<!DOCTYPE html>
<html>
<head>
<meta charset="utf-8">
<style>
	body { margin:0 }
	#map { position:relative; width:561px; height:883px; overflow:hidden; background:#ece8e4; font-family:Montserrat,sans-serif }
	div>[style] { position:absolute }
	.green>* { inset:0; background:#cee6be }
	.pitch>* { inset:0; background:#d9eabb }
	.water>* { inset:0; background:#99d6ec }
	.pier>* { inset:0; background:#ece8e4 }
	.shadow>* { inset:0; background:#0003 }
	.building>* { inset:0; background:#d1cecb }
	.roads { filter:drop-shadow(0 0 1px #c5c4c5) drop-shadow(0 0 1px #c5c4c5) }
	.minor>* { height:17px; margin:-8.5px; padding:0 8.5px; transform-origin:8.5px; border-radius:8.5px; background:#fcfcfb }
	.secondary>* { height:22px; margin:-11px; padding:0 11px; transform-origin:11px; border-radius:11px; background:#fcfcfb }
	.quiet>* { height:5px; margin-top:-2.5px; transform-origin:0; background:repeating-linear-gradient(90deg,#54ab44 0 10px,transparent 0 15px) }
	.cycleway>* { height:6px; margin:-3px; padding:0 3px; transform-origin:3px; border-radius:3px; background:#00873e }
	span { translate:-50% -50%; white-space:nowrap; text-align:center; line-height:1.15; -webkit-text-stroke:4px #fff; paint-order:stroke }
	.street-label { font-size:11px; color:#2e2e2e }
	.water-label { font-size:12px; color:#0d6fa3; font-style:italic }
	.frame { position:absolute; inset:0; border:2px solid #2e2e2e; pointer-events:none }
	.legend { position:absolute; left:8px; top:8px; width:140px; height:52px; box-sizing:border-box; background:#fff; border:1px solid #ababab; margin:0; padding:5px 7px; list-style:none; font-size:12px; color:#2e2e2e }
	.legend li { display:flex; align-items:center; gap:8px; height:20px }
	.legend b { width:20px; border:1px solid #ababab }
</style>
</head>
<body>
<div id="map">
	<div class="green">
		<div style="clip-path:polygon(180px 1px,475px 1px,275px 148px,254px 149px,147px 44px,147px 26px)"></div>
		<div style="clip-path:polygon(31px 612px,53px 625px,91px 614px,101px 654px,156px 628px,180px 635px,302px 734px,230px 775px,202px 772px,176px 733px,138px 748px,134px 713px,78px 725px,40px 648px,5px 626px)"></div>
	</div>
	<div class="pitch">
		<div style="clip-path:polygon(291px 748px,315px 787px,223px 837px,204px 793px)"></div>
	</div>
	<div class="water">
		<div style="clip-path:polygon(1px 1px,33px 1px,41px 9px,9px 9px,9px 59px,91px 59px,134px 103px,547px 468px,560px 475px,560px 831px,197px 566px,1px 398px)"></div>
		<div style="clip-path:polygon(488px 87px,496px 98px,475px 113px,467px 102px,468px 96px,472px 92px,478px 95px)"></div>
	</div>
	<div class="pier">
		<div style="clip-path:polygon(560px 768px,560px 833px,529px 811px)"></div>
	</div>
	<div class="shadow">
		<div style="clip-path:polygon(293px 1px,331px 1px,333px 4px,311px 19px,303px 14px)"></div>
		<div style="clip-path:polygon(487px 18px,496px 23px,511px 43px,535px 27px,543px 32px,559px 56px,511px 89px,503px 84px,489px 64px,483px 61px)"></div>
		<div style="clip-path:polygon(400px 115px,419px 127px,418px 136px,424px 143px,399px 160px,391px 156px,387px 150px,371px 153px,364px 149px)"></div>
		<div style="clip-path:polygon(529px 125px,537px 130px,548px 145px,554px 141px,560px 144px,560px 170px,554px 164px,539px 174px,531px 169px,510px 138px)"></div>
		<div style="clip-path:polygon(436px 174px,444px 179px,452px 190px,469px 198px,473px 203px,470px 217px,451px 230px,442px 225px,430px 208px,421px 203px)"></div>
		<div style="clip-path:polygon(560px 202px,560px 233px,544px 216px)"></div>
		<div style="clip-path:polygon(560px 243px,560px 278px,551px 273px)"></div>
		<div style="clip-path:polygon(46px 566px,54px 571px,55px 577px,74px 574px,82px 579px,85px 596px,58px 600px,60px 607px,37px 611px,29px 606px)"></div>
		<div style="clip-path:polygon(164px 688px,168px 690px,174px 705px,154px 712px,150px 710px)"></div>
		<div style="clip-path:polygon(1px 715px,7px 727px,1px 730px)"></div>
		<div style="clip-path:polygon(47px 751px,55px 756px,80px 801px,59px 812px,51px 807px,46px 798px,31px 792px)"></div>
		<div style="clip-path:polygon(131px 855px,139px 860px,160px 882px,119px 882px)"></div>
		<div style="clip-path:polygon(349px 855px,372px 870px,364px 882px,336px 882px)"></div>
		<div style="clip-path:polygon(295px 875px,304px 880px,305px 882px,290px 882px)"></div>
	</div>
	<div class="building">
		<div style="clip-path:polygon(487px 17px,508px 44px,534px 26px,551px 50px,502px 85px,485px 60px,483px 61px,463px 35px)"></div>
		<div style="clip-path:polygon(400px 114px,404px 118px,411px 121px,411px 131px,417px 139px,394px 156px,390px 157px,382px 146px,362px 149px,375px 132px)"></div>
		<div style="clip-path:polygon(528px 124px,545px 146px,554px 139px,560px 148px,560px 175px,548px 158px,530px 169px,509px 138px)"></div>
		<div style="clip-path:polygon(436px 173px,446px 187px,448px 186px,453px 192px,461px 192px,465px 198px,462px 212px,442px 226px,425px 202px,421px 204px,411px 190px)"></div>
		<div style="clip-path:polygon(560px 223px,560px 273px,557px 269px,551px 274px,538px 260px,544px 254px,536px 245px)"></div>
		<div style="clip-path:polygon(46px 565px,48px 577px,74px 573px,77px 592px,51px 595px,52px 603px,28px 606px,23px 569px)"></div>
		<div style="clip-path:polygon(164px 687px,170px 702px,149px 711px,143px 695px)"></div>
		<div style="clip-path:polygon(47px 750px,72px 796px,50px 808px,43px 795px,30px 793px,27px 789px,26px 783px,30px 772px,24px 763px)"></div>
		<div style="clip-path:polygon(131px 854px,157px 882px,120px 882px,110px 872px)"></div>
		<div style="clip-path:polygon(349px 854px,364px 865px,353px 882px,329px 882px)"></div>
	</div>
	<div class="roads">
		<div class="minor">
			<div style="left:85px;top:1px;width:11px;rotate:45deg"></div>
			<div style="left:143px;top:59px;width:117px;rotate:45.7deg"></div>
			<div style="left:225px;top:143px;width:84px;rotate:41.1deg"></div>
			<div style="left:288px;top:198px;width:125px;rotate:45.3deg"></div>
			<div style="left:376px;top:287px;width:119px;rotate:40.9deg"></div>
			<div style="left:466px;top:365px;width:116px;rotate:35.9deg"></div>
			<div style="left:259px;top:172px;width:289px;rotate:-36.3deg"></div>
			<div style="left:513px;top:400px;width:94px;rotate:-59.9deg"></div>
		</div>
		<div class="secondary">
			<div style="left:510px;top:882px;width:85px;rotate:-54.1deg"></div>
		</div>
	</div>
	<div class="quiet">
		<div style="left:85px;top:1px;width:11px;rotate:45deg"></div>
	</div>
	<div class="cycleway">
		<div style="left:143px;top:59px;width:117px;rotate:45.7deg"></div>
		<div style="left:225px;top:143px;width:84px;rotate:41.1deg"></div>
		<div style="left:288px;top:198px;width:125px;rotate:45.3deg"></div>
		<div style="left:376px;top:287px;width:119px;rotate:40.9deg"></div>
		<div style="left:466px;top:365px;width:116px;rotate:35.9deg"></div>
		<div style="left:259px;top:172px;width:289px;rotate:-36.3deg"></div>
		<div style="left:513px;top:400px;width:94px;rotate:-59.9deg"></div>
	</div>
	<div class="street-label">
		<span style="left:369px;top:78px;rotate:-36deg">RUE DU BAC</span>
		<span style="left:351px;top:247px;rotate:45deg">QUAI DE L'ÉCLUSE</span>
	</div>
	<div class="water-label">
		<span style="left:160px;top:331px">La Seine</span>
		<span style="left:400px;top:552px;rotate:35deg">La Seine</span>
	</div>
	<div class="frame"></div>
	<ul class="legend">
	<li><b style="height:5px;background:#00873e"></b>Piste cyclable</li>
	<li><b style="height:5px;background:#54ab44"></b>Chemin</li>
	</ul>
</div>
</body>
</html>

-- -- --

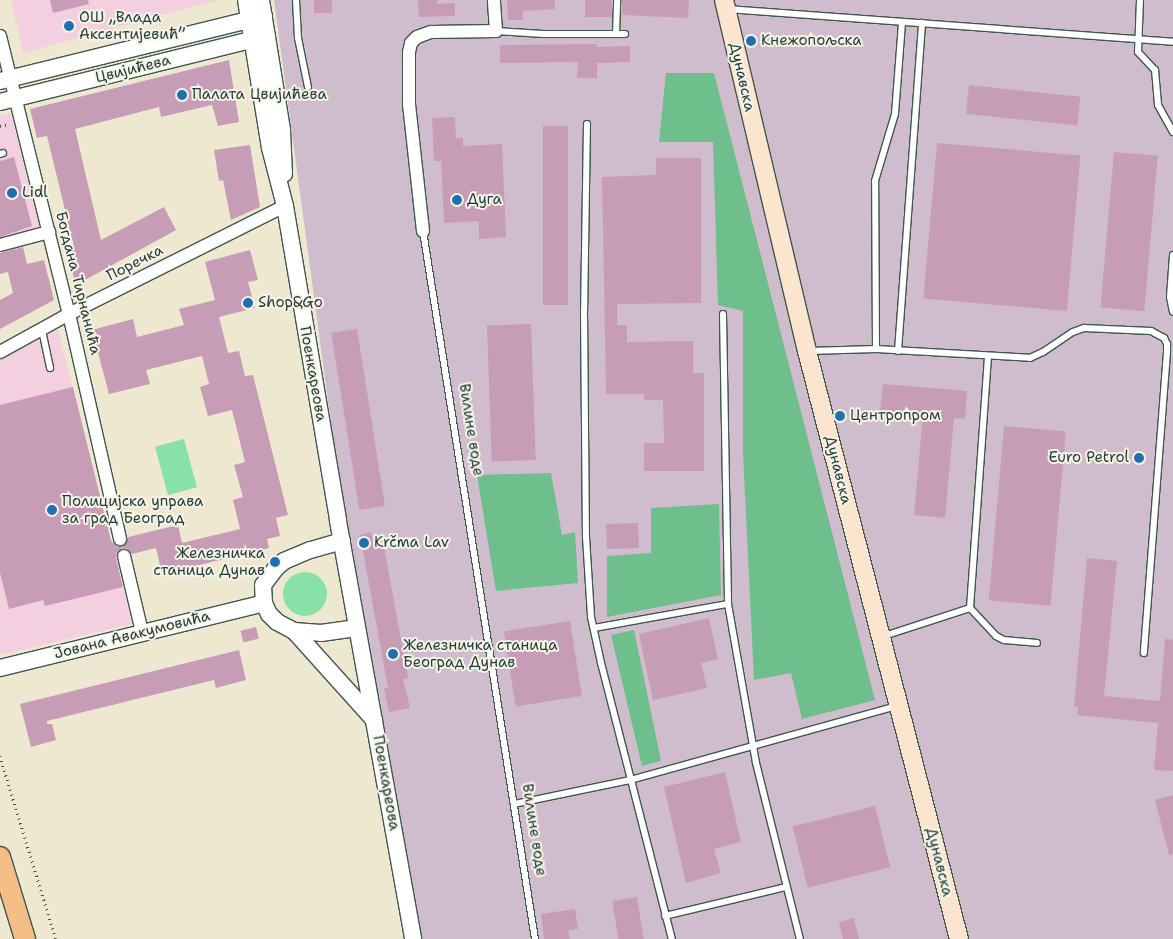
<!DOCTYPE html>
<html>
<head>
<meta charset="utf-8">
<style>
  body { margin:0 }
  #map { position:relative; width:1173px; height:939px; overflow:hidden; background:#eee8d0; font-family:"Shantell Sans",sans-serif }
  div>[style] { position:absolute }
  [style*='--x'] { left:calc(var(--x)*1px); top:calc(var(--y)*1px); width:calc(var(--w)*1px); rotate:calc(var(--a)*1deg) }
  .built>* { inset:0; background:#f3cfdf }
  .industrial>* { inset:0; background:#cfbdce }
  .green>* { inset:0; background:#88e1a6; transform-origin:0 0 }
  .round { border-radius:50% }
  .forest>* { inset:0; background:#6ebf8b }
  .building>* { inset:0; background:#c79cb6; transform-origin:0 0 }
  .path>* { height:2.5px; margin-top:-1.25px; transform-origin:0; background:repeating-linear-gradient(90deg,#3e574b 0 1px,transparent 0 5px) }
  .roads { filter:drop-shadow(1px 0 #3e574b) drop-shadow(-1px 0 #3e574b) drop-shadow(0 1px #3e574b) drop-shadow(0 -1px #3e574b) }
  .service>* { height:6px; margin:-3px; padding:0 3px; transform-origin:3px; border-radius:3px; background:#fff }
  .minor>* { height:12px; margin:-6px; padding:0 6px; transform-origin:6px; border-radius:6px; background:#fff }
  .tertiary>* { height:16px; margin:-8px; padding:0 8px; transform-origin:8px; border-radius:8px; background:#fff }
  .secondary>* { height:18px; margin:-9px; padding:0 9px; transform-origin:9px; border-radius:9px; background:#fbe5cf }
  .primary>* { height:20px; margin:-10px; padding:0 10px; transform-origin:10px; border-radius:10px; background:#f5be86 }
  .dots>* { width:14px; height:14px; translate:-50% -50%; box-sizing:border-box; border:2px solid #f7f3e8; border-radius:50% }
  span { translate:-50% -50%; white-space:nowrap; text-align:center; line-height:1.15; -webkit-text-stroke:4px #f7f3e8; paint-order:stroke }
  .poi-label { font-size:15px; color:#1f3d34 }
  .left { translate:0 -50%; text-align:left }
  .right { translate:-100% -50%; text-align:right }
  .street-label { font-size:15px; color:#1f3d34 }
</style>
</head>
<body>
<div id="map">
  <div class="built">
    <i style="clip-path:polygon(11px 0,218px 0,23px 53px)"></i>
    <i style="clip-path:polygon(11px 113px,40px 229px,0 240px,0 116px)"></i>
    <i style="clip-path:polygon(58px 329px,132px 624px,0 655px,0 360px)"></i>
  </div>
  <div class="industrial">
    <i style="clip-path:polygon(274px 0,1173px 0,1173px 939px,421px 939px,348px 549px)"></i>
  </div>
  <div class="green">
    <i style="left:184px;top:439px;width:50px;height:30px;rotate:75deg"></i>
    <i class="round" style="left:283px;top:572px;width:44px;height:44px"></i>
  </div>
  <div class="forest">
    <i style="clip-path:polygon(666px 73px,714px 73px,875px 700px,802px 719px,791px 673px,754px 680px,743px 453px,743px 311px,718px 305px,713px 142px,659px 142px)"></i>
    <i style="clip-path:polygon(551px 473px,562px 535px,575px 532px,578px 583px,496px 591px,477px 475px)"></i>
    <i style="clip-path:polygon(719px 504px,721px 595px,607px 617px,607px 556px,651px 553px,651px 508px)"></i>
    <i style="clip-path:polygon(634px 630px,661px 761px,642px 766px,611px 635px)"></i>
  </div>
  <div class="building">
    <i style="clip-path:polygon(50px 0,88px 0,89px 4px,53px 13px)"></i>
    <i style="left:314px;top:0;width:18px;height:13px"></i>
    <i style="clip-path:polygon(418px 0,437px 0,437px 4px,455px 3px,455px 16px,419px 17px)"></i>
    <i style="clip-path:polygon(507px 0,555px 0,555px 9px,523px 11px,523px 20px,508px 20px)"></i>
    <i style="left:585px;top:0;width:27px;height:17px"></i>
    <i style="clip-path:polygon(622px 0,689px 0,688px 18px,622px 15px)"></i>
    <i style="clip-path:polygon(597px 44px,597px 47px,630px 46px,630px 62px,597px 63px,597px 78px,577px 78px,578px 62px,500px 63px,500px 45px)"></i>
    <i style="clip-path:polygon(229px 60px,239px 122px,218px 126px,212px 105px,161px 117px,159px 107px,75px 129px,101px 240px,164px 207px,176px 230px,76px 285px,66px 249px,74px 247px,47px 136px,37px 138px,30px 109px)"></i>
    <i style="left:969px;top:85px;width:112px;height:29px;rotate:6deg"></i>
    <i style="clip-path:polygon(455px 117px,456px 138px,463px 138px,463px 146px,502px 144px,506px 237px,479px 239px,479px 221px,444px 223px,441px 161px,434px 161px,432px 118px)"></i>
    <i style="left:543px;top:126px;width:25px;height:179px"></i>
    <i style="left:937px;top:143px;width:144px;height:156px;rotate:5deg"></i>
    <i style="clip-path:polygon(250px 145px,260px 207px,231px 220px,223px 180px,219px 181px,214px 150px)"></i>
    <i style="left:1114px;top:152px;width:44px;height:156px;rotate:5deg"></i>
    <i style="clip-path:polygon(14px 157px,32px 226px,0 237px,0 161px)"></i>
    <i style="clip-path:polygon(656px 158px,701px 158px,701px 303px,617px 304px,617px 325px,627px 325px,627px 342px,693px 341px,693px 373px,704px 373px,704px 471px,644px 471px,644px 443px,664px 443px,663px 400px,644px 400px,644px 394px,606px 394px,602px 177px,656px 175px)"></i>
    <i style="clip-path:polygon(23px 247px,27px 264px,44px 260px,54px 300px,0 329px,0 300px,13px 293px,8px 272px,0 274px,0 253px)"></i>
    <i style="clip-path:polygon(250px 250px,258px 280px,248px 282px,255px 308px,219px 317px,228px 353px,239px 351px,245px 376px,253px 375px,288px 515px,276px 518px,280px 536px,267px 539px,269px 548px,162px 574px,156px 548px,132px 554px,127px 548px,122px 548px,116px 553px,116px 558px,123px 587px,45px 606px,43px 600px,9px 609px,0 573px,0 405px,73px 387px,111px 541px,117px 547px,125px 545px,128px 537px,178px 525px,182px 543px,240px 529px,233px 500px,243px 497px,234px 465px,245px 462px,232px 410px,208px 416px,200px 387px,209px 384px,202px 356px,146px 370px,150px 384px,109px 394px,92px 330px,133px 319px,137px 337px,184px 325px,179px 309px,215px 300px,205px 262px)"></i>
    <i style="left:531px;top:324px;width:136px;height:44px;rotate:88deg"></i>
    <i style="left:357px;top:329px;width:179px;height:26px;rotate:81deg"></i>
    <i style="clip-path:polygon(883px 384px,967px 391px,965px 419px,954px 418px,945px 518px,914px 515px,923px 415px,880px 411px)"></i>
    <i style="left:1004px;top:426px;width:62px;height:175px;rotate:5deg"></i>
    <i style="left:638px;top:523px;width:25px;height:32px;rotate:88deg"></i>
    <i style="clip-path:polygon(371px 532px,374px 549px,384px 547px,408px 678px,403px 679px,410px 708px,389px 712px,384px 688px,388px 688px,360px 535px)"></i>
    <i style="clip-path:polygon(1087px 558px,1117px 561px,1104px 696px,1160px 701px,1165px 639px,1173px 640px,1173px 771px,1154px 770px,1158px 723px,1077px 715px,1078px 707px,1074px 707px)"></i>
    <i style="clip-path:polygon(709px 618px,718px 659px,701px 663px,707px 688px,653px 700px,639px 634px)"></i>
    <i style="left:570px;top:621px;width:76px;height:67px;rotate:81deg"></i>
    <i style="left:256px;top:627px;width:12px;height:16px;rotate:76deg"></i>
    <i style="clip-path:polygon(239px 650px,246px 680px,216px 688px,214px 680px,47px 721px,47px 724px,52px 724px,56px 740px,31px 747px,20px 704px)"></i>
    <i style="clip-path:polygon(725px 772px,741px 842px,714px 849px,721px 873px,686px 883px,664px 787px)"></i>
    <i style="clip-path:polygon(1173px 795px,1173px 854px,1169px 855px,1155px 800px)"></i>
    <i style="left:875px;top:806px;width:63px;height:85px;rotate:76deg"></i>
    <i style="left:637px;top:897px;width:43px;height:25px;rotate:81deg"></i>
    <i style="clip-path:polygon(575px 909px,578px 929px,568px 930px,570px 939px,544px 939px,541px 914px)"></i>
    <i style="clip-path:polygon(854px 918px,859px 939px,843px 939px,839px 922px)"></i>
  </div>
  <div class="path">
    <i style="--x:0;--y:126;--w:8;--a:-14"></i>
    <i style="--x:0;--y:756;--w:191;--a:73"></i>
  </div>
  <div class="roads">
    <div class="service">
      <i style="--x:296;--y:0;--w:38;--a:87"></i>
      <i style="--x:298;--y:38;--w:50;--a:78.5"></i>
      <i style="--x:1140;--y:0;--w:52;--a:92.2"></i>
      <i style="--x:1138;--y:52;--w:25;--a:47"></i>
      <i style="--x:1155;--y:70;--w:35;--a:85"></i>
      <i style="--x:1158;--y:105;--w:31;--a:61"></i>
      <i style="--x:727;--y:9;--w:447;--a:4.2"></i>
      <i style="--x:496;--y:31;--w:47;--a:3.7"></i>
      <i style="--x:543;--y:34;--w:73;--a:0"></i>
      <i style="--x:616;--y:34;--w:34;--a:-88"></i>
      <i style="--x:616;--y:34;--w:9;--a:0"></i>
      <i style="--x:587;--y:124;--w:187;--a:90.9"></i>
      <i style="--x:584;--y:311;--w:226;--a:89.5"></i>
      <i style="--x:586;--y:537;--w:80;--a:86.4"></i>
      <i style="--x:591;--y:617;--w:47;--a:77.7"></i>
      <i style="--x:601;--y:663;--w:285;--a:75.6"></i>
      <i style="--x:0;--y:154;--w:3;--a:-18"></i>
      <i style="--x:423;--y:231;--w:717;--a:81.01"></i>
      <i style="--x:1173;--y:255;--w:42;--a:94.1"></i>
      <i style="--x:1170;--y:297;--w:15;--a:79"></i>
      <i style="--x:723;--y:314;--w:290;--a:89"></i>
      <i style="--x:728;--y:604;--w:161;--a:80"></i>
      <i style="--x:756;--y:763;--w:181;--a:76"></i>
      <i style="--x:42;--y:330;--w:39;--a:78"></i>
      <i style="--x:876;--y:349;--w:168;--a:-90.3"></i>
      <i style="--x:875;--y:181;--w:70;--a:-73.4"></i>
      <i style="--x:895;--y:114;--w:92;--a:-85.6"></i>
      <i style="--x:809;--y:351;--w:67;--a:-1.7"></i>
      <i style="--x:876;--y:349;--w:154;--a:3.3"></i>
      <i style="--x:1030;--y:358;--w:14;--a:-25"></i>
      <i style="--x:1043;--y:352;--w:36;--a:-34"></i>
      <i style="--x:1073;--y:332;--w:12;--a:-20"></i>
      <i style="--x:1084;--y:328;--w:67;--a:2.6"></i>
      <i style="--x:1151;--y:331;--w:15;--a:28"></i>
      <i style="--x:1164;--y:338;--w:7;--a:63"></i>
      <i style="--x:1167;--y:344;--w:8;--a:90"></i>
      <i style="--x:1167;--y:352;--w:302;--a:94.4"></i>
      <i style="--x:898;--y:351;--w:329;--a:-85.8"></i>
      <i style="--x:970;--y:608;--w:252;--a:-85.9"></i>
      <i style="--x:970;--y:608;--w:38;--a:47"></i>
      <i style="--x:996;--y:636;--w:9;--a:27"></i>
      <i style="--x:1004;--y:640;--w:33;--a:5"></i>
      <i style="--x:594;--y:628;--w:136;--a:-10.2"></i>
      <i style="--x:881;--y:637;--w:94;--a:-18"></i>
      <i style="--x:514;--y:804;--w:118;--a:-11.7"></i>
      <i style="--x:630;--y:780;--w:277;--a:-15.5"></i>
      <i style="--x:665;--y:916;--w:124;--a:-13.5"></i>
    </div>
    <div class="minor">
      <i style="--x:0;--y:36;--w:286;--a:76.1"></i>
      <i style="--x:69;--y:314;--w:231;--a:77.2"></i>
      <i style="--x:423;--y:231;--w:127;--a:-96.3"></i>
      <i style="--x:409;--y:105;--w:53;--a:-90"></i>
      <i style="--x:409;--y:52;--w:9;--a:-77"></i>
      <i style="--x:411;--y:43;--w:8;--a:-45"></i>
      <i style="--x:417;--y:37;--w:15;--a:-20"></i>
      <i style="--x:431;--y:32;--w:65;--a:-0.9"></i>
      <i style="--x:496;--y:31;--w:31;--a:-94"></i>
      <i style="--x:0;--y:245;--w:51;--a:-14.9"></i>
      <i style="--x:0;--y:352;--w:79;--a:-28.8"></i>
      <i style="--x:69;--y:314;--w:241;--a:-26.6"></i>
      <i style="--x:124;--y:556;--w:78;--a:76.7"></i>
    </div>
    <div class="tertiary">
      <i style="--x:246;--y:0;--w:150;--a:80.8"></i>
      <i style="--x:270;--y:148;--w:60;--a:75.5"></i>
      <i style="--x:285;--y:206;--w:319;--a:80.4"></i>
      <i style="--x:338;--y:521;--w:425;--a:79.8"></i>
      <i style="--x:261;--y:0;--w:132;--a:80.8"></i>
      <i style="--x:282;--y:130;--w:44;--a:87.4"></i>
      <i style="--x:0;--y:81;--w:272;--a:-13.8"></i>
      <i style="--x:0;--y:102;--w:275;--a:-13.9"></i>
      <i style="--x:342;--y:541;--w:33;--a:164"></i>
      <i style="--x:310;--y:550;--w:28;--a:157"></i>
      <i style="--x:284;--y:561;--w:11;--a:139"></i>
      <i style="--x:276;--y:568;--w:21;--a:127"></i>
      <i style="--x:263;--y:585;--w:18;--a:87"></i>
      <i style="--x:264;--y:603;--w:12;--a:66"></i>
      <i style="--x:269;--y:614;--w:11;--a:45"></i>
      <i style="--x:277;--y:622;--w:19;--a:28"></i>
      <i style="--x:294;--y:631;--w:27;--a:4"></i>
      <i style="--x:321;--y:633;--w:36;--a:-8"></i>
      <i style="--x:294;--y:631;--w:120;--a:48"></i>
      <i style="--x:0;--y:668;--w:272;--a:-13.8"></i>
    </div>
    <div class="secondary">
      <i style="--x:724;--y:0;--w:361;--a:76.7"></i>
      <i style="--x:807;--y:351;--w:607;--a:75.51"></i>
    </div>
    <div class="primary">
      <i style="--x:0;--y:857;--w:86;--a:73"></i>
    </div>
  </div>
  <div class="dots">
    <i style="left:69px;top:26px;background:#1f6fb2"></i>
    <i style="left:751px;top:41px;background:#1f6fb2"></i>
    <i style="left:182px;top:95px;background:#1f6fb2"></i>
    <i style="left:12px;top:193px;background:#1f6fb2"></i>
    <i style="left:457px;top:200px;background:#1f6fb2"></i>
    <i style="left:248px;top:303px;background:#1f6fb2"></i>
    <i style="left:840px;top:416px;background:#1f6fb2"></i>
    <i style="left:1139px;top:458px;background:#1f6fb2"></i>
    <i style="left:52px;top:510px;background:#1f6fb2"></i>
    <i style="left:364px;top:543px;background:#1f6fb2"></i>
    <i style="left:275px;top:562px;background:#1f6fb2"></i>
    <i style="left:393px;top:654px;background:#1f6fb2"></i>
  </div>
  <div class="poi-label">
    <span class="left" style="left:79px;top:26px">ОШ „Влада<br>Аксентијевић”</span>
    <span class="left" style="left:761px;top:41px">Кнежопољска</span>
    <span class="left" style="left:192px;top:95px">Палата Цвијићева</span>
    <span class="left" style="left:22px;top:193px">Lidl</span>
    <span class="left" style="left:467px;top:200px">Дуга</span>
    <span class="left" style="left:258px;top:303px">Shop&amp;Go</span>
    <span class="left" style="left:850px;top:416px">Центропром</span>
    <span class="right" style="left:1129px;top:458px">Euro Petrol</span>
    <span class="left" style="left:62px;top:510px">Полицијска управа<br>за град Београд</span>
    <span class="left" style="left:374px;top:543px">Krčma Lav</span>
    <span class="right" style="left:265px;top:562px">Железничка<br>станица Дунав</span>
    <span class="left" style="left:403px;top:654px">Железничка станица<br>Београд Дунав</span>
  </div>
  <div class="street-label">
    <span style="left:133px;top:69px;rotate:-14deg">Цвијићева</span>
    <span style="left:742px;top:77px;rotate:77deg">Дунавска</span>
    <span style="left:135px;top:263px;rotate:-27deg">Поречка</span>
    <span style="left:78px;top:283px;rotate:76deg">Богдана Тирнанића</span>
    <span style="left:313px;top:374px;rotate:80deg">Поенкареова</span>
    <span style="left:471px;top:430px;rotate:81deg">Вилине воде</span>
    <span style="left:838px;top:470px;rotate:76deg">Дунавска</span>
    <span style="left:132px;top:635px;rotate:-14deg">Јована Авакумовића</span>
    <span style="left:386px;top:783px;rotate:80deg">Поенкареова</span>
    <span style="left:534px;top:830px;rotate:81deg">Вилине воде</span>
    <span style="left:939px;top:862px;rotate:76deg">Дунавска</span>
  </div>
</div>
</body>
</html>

-- -- --

Every line in the data above that contains "hidden" needs to be copied.

	#map { position:relative; width:561px; height:883px; overflow:hidden; background:#ece8e4; font-family:Montserrat,sans-serif }
  #map { position:relative; width:1173px; height:939px; overflow:hidden; background:#eee8d0; font-family:"Shantell Sans",sans-serif }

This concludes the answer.